In my previous post, we discussed the map, array and struct data types and their implementation in Hive. Continuing on the Hive theme, this post will introduce partitioning and bucketing as method for segmenting large data sets to improve query performance.
If you have previous experience working in the relational database world then inevitably the concept of partitions and partitioning is not new. Partitions are fundamentally horizontal slices of data which allow larges sets of data to be segmented into more manageable chunks.
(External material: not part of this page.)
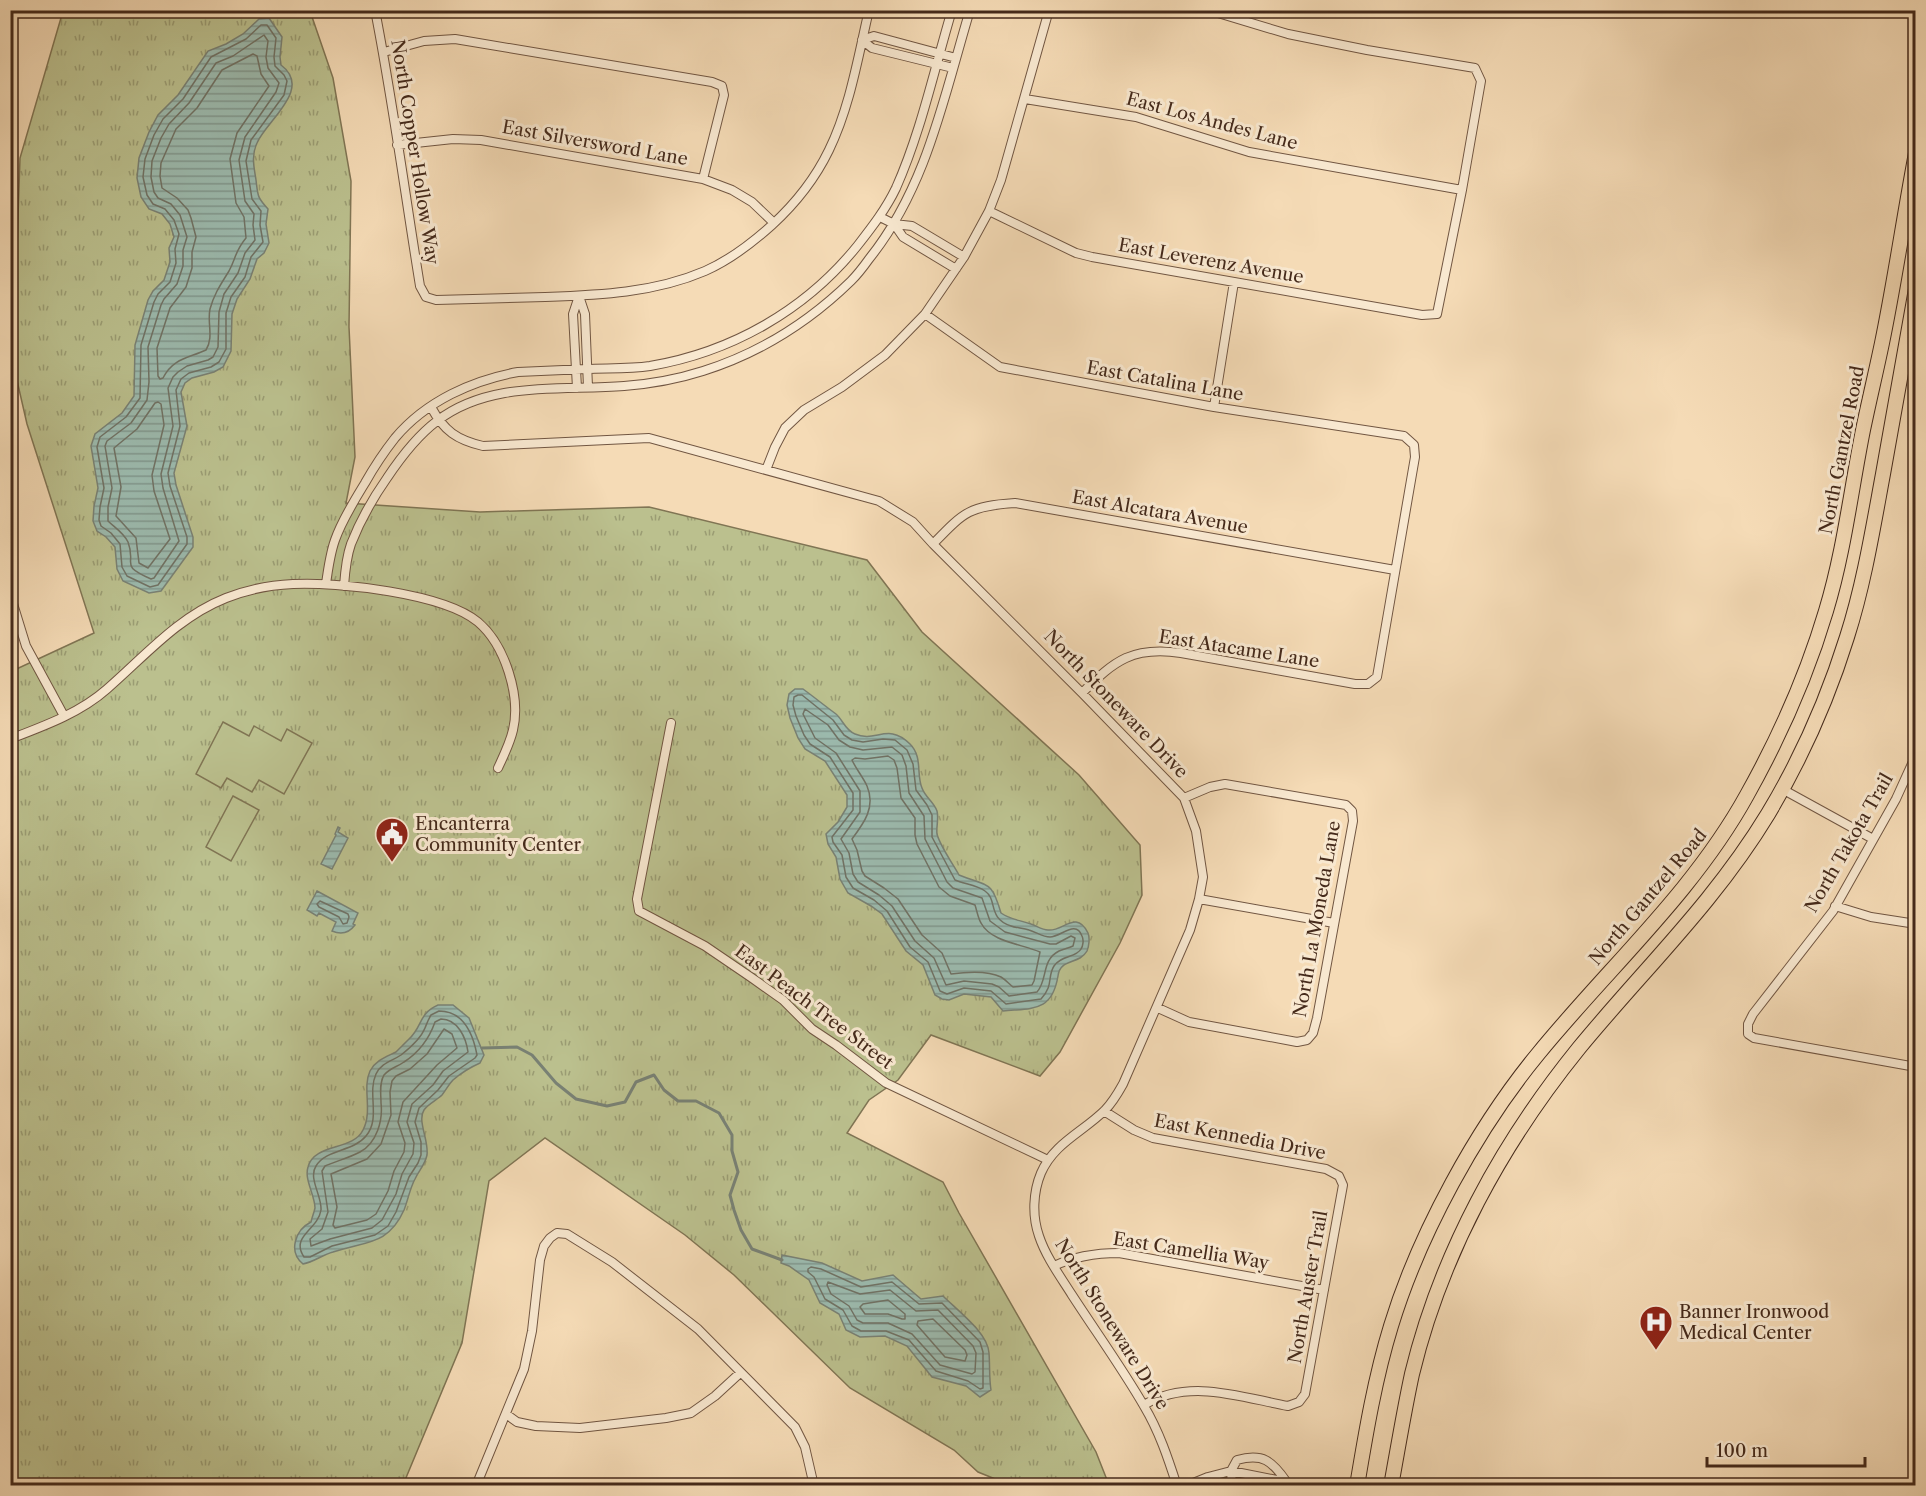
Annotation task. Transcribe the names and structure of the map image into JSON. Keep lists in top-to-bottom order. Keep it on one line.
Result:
{"streets":{"main road":["North Gantzel Road"],"street":["East Los Andes Lane","East Silversword Lane","North Copper Hollow Way","East Leverenz Avenue","East Catalina Lane","East Alcatara Avenue","East Atacame Lane","North Stoneware Drive","North Takota Trail","North La Moneda Lane","East Peach Tree Street","East Kennedia Drive","East Camellia Way","North Auster Trail"]},"crossings":[["East Los Andes Lane","East Leverenz Avenue"],["East Silversword Lane","North Copper Hollow Way"],["East Catalina Lane","East Alcatara Avenue"],["East Catalina Lane","East Atacame Lane"],["East Alcatara Avenue","East Atacame Lane"],["East Alcatara Avenue","North Stoneware Drive"],["East Atacame Lane","North Stoneware Drive"],["North Stoneware Drive","North La Moneda Lane"],["North Stoneware Drive","East Peach Tree Street"],["North Stoneware Drive","East Kennedia Drive"],["North Stoneware Drive","East Camellia Way"],["North Stoneware Drive","North Auster Trail"],["East Kennedia Drive","North Auster Trail"],["East Camellia Way","North Auster Trail"]],"places":{"public building":["Encanterra Community Center"],"hospital":["Banner Ironwood Medical Center"]},"scale_bar":"100 m"}
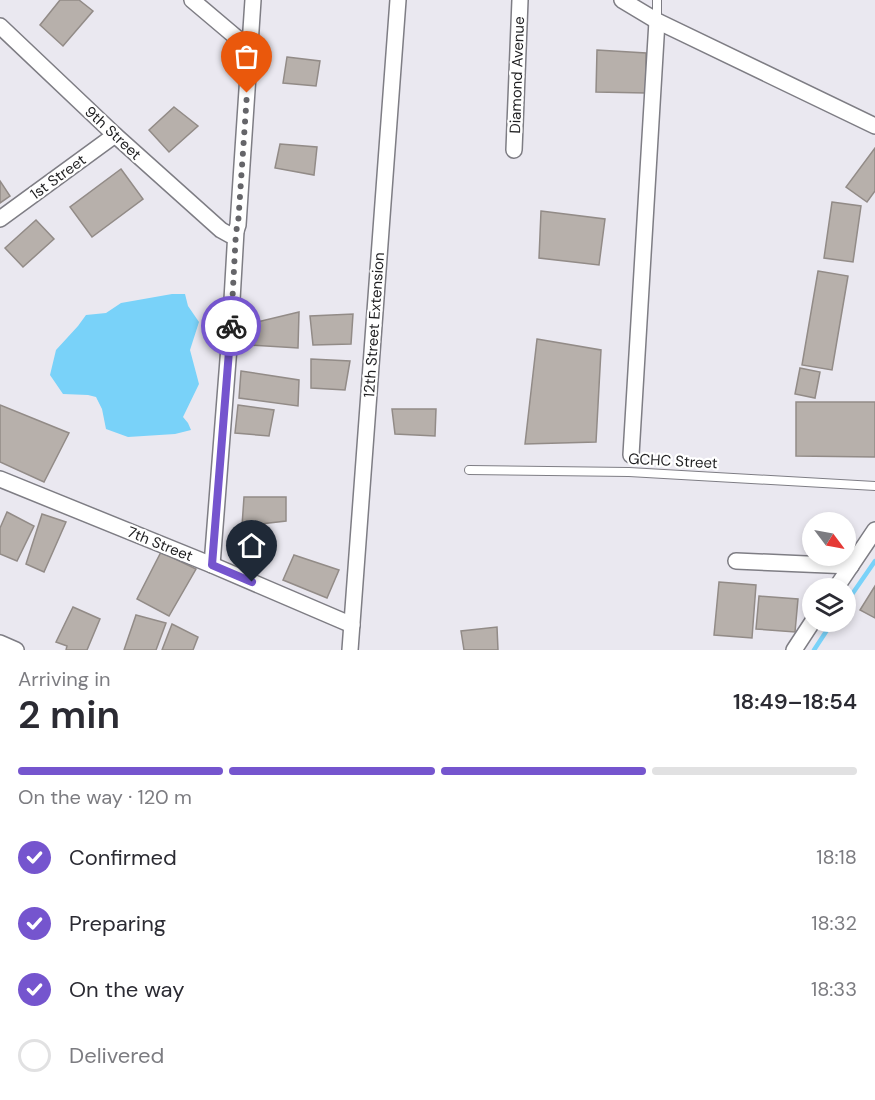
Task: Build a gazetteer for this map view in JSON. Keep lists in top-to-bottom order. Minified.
{"streets":{"street":["Diamond Avenue","9th Street","1st Street","12th Street Extension","7th Street"],"lane":["GCHC Street"]},"crossings":[["9th Street","1st Street"],["12th Street Extension","7th Street"]],"north":"bottom right","page":{"heading":["2 min","Arriving in","18:49–18:54"],"bar":"On the way · 120 m","list":[["Confirmed","18:18"],["Preparing","18:32"],["On the way","18:33"],"Delivered"]}}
Partitioning in this manner takes many different forms with boundaries defined on either a single or range of values for the one or more columns that act as a splitter. This is commonly seen in a data warehouse environments using dates (such as transaction or order date) and occasionally geography to partition large fact tables.
In SQL Server, this partitioning support (for single columns) is built in through the use of partitioning schemas and functions. For Hive, partitioning is also built into for both managed and external tables through the table definition as seen below.
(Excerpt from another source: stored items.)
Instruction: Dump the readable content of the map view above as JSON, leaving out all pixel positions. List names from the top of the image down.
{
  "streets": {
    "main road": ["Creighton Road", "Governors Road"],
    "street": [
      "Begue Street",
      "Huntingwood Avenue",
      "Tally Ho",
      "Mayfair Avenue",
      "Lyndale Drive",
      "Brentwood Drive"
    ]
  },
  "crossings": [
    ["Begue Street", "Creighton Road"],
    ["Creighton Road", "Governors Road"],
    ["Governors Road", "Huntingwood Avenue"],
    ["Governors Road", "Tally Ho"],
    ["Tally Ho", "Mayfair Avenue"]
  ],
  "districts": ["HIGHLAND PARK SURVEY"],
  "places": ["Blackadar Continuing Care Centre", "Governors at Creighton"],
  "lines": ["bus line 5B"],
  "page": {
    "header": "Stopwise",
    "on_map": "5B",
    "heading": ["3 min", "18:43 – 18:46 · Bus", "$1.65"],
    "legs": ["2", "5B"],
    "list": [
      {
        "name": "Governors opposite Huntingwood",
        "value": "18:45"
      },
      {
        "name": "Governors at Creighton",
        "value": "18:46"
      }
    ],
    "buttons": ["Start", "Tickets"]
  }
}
CREATE TABLE customer ( id INT, name STRING, address1 STRING, address2 STRING, city STRING, state STRING, zip STRING ) PARTITIONED BY ( region STRING, country STRING );
A couple of interesting things become apparent as you digest the sample above:
- Multiple 'slicer' or partitioning columns are supported (i.e. Region/Country)
- The partitioning columns do not need to be included in the table definition as the function both as the slicer and column. You will still be able to include them in the query projection.
Behind the scenes, the partitioning statement alters the way managed tables are stored. If you browse HDFS or whatever underlying file system you are using the normal file structure for a given database and table looks like <DB>.db/<TABLE NAME> or in the case of our example ERP.db/Customer. Data files are then written directly to the Customer directory.
When you define the table with partitions, the underlying structure is changed such that sub-directories are created for each slicer or partitioning column. If multiple slicers are specified, the sub-directories will be nested based on the order of of the columns in the definition statement. To provide a better visual picture, lets circle back to our Customer table with Region and Country partitions and see how the directories now enumerate:
/erp.db/customer/region=North America/country=US /erp.db/customer/region=North America/country=CA /erp.db/customer/region=South America/country=BR
Now when a Hive query is issued that contains either one or both of our partition slicers in the criteria or predicate (the WHERE clause) what effectively happens is partition elimination where only those data directories that are needed are scanned. In the event that the slicers are not used all directories will be scanned (i.e. a table scan) and the partitioning has no effect.
A few final important notes on partitioning:
- Be careful not to over partition your data within Hive. If your partitions are relatively small then the expense of recursing directories becomes more expensive than simply scanning the data. Likewise, partitions should be roughly similar in size to prevent a single long running thread from holding things up (see bucketing below).
- If your Hive table is extremely large and table scans (i.e. queries without partition slicers) need to be blocked you can put Hive into strict mode using the command below. In this mode, when a querying that would result in a table scan is issued an error is thrown back to the user.
- Partitioning works both managed and external tables.
- When loading partitioned data, you must explicitly or dynamically (dynamic partitions must be enabled, disabled by default) define the targeted partition.
Although you the term Bucketing may not be familiar to you, you are already familiar with the concept behind it. Much like partitioning, bucketing is a technique that allows you to cluster or segment large sets of data to optimize query performance. The syntax to create a table with bucketing is listed below:
CREATE TABLE order ( username STRING, orderdate STRING, amount DOUBLE, tax DOUBLE, ) PARTITIONED BY (company STRING) CLUSTERED BY (username) INTO 25 BUCKETS;
Now that you've see it let's talk about how it works. Unlike partitioning where each value for the slicer or partition key gets its own space, in clustering a hash is taken for the field value and then distributed across buckets. In the example above, we created 25 buckets and are clustering on username. Each bucket then would contain multiple users, while restricting each username to a single bucket.
There's a danger with this technique though. Bucketing is entirely dependent on data correctly being loaded to the table. To properly load data to a table utilizing this technique you need to either:
- Set the maximum number of reducers to the same number of buckets specified in the table metadata (i.e. 25)
set map.reduce.tasks = 25
- Use the following command to enforce bucketing:
set hive.enforce.bucketing = true
In this post, we introduced the horizontal partitioning capabilities within Hive. In addition to the partitioning capabilities you are familiar with, Hive also supports the ability to bucket data to more evenly partition data when a more natural slicer or key is not available. In the next post we will introduce Hive Indexes and Views.
Till next time!